Extract exactly and only the lines of the data below, starting at the line with "For a GIS import: Describe" and stopping after the final line.

┌────────

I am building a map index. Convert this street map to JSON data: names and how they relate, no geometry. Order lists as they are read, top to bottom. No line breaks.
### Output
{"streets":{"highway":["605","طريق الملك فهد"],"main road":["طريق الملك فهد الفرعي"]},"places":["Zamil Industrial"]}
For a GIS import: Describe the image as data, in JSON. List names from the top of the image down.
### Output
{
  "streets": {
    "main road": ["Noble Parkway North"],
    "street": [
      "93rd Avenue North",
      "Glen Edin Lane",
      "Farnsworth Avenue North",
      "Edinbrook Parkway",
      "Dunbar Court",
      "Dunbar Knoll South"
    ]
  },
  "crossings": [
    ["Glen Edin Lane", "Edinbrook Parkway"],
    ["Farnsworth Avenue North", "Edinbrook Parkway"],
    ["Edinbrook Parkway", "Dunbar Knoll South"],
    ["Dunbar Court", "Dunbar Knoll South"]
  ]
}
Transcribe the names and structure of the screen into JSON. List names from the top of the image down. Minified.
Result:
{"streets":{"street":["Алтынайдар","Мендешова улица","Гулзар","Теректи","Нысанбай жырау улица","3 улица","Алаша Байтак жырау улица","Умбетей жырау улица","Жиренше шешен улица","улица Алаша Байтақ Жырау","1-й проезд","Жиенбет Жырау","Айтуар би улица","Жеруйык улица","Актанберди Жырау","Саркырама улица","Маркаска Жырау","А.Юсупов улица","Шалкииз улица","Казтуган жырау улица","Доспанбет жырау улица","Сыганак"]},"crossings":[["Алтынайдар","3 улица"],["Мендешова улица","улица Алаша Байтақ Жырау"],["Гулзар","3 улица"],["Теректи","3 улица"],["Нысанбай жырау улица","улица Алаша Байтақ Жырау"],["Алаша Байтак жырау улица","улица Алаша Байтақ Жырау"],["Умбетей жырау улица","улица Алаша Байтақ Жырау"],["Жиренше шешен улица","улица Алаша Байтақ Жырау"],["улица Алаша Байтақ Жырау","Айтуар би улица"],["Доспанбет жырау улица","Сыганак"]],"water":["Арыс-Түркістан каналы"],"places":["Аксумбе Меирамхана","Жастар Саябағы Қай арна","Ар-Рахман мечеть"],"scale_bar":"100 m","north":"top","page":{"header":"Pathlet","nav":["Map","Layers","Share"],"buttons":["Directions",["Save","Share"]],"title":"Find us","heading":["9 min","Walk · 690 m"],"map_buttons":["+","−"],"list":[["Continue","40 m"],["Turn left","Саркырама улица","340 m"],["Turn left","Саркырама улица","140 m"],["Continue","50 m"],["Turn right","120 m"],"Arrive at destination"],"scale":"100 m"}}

└────────

EXERCISE RESPONSE ::
For a GIS import: Describe the image as data, in JSON. List names from the top of the image down.
### Output
{
  "streets": {
    "main road": ["Noble Parkway North"],
    "street": [
      "93rd Avenue North",
      "Glen Edin Lane",
      "Farnsworth Avenue North",
      "Edinbrook Parkway",
      "Dunbar Court",
      "Dunbar Knoll South"
    ]
  },
  "crossings": [
    ["Glen Edin Lane", "Edinbrook Parkway"],
    ["Farnsworth Avenue North", "Edinbrook Parkway"],
    ["Edinbrook Parkway", "Dunbar Knoll South"],
    ["Dunbar Court", "Dunbar Knoll South"]
  ]
}
Transcribe the names and structure of the screen into JSON. List names from the top of the image down. Minified.
Result:
{"streets":{"street":["Алтынайдар","Мендешова улица","Гулзар","Теректи","Нысанбай жырау улица","3 улица","Алаша Байтак жырау улица","Умбетей жырау улица","Жиренше шешен улица","улица Алаша Байтақ Жырау","1-й проезд","Жиенбет Жырау","Айтуар би улица","Жеруйык улица","Актанберди Жырау","Саркырама улица","Маркаска Жырау","А.Юсупов улица","Шалкииз улица","Казтуган жырау улица","Доспанбет жырау улица","Сыганак"]},"crossings":[["Алтынайдар","3 улица"],["Мендешова улица","улица Алаша Байтақ Жырау"],["Гулзар","3 улица"],["Теректи","3 улица"],["Нысанбай жырау улица","улица Алаша Байтақ Жырау"],["Алаша Байтак жырау улица","улица Алаша Байтақ Жырау"],["Умбетей жырау улица","улица Алаша Байтақ Жырау"],["Жиренше шешен улица","улица Алаша Байтақ Жырау"],["улица Алаша Байтақ Жырау","Айтуар би улица"],["Доспанбет жырау улица","Сыганак"]],"water":["Арыс-Түркістан каналы"],"places":["Аксумбе Меирамхана","Жастар Саябағы Қай арна","Ар-Рахман мечеть"],"scale_bar":"100 m","north":"top","page":{"header":"Pathlet","nav":["Map","Layers","Share"],"buttons":["Directions",["Save","Share"]],"title":"Find us","heading":["9 min","Walk · 690 m"],"map_buttons":["+","−"],"list":[["Continue","40 m"],["Turn left","Саркырама улица","340 m"],["Turn left","Саркырама улица","140 m"],["Continue","50 m"],["Turn right","120 m"],"Arrive at destination"],"scale":"100 m"}}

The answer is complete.